File Storage Service System Design
1. Business Requirements
Functional Requirements
- User registration and authentication (users, admins)
- Upload, download, and delete files (documents, images, videos, etc.)
- Organize files into folders/directories
- File sharing (public/private links, user-to-user sharing)
- Versioning and history for files
- Search and filter files (by name, type, date, etc.)
- Alerts/notifications (upload success/failure, quota limits, shared file access)
- Mobile-ready responsive UI and API
- Role-based access control
- API for programmatic file operations
Non-Functional Requirements
- 99.9% availability (max ~8.76 hours downtime/year)
- Scalability to handle large files and high concurrency
- Secure data storage and access control (encryption at rest and in transit)
- Fast response times (<300ms for most requests)
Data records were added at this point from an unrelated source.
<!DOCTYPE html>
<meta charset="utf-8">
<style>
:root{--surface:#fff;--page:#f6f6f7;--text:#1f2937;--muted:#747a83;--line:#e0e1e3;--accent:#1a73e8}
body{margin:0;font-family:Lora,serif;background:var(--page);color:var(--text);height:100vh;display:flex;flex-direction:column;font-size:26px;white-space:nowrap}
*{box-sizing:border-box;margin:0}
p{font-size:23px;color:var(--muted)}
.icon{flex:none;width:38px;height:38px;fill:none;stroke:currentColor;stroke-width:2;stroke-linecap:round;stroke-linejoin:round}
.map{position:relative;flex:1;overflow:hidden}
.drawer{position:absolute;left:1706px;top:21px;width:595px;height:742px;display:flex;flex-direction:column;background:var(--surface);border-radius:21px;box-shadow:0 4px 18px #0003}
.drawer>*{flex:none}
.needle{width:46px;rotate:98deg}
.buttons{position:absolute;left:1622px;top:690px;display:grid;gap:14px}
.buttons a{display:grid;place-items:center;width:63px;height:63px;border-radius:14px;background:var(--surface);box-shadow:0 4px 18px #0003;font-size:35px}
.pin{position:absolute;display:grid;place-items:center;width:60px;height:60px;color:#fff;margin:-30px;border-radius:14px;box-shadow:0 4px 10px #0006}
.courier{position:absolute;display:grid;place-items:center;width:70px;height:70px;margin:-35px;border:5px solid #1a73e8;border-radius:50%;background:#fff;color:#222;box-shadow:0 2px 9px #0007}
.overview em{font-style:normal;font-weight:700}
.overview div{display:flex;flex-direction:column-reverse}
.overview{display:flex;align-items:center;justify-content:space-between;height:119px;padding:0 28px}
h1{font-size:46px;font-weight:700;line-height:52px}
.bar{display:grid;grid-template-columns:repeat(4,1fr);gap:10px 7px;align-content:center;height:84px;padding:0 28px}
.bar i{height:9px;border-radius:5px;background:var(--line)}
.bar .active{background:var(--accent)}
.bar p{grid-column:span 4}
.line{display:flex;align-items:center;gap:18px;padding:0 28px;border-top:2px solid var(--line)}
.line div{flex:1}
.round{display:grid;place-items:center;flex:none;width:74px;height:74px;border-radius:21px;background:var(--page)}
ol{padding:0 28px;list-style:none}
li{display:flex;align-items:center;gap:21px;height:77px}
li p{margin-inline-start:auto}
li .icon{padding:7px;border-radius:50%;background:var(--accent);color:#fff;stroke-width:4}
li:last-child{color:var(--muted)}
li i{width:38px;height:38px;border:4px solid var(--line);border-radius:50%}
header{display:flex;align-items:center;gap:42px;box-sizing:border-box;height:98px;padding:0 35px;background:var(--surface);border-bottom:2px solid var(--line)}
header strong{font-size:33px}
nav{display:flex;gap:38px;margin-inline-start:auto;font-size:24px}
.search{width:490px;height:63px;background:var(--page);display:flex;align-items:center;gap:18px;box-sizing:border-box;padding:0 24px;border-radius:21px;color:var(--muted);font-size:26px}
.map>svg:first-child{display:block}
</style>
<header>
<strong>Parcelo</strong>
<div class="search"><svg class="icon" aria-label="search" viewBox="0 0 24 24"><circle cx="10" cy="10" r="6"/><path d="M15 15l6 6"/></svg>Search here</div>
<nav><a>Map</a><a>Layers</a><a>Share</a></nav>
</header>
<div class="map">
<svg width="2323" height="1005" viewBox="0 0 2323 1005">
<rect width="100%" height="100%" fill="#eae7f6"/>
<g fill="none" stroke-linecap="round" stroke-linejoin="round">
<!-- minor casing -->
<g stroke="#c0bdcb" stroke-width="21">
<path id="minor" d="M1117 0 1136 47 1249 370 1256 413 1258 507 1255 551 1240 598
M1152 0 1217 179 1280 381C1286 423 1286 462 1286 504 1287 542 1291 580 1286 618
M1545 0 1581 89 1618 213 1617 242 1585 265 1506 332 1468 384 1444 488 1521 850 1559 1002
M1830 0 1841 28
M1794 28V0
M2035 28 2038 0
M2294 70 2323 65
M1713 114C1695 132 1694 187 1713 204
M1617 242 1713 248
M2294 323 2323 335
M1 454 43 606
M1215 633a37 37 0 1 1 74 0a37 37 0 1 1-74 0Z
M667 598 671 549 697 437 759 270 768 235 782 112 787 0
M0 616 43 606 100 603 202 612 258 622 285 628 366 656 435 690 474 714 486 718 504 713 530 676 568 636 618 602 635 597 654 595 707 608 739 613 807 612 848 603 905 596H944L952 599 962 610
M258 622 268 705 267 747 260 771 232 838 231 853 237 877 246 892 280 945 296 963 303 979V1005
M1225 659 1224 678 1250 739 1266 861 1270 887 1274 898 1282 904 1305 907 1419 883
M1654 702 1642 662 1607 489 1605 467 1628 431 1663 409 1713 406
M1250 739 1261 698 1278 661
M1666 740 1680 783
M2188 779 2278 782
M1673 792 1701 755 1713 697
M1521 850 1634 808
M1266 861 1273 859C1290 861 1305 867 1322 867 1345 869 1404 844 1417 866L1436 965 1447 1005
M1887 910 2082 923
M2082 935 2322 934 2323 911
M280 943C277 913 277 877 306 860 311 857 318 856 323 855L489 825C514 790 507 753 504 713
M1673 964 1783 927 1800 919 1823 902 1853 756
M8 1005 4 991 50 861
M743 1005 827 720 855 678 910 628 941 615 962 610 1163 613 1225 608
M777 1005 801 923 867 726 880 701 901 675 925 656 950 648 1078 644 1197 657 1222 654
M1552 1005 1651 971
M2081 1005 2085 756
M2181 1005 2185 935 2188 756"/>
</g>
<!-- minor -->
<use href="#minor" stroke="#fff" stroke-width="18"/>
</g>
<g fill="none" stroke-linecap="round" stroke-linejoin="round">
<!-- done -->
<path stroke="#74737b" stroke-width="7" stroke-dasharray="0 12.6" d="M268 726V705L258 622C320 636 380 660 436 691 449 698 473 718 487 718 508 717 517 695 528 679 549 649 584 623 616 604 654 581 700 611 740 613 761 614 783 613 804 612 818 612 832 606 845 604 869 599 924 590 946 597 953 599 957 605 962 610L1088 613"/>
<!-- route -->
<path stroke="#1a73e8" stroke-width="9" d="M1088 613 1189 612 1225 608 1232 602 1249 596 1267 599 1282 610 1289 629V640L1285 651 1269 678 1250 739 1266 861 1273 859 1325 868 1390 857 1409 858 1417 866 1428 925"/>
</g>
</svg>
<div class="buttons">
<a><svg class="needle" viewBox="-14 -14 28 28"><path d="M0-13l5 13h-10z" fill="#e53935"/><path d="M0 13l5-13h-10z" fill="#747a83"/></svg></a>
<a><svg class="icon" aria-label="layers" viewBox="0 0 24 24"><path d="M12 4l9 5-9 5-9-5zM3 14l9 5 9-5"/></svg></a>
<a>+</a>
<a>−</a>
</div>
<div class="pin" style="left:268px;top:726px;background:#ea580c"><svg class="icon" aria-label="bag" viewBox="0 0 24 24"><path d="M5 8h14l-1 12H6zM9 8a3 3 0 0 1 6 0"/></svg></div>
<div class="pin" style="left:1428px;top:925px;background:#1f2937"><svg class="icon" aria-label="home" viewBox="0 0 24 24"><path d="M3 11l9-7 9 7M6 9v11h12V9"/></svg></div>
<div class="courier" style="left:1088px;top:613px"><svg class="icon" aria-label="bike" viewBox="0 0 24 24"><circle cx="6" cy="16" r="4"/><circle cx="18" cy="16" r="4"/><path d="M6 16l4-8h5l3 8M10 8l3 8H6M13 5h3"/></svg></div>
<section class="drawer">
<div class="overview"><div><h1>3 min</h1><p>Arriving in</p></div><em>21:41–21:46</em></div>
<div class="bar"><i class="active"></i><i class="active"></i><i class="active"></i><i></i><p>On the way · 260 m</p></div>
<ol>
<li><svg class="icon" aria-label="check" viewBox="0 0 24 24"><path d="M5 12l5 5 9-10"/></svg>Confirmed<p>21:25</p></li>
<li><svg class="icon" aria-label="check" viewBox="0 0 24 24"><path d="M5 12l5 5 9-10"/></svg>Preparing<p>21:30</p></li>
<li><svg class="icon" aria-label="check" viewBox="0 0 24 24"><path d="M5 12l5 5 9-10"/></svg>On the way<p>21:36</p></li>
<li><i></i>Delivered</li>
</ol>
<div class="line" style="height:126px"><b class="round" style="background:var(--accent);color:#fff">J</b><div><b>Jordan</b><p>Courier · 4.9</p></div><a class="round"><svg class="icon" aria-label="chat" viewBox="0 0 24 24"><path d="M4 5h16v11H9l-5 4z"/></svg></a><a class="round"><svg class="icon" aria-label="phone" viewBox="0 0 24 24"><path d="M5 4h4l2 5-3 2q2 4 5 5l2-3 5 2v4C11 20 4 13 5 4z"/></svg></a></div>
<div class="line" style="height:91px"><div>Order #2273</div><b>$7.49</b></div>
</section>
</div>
- Audit logging and monitoring
- Backup and disaster recovery
- GDPR/data privacy compliance
- Mobile responsiveness
Out of Scope
- Built-in document editing/collaboration (e.g., Google Docs)
- In-app media playback/preview (unless specified)
- Integration with third-party storage providers
2. Estimation & Back-of-the-Envelope Calculations
- Users: 50,000
- Files: 10M (average file size: 2 MB)
- Daily transactions: ~100,000 (uploads, downloads, deletions, alerts)
- Peak concurrent users: ~2,000
- Data size:
- Files: 10M × 2 MB = 20 TB
- Metadata: 10M × 0.5 KB ≈ 5 GB
- User data: 50,000 × 2 KB ≈ 100 MB
- Audit logs: 100M × 0.2 KB ≈ 20 GB
- Total DB size: ~25 GB (excluding logs, backups, file storage)
- Availability:
- 99.9% = 8.76 hours/year downtime max
- Use managed DB, multi-AZ deployment, health checks, auto-scaling
3. High Level Design (Mermaid Diagrams)
Component Diagram
mermaid
flowchart LR
User[User (Web/Mobile)]
LB[Load Balancer]
App[Application Server]
DB[(Metadata DB)]
Storage[Object Storage (Files)]
Cache[Cache (Redis)]
Alert[Alert/Notification Service]
User --> LB --> App
App --> DB
App --> Storage
App --> Cache
App --> AlertData Flow Diagram
mermaid
sequenceDiagram
participant U as User
participant A as App Server
participant D as Metadata DB
participant S as Object Storage
participant C as Cache
participant L as Alert Service
U->>A: Upload File
A->>S: Store File
S-->>A: Success/Fail
A->>D: Create Metadata Record
D-->>A: Success/Fail
A->>L: Send Upload Alert
A-->>U: ResponseKey Design Decisions
- Database: Relational DB (e.g., PostgreSQL) for metadata, strong consistency
- Object Storage: For files (e.g., AWS S3, Azure Blob, MinIO)
- Cache: Redis for fast lookups (file metadata, sessions)
- Deployment: Cloud-based, multi-AZ, managed services for high availability
- Alerting/Notifications: Email/SMS/push via third-party service (e.g., Twilio, Firebase)
- API: REST/GraphQL for file operations
4. Conceptual Design
Entities
- User: id, name, email, password_hash, role, registration_date, status
- File: id, user_id, name, path, size, type, status, created_at, updated_at, version
- Folder: id, user_id, name, parent_id, created_at
- Share: id, file_id, shared_with_user_id, link, permissions, expires_at
- Alert: id, user_id, file_id, type (upload/quota/share), message, created_at, status
- AuditLog: id, user_id, action, entity, entity_id, timestamp
Key Flows
- File Upload:
- User uploads file
- App stores file in object storage
- App creates metadata record in DB
- Sends upload alert to user
- File Sharing:
- User shares file (generates link or assigns user)
- App creates share record and sends alert
- Alerts:
- System triggers alerts for upload success/failure, quota, sharing
Security
- Role-based access control (RBAC)
- Input validation, rate limiting
- Encrypted connections (HTTPS)
- Regular backups and audit logs
5. Bottlenecks and Refinement
Potential Bottlenecks
- Object storage throughput:
- Use scalable, distributed storage and CDN for downloads
- Metadata DB contention:
- Use read replicas, caching, and DB connection pooling
- Alert delivery:
- Use async queues for notifications
- Large file uploads/downloads:
- Use chunked uploads/downloads and resumable transfers
- Single region failure:
- Deploy across multiple availability zones/regions
Refinement
- Monitor system metrics and auto-scale app servers
- Regularly test failover and backup restores
- Optimize queries and indexes for frequent operations
- Consider sharding if user/file volume grows significantly
This design provides a scalable, highly available, and mobile-ready file storage service with robust alerts, security, and operational best practices.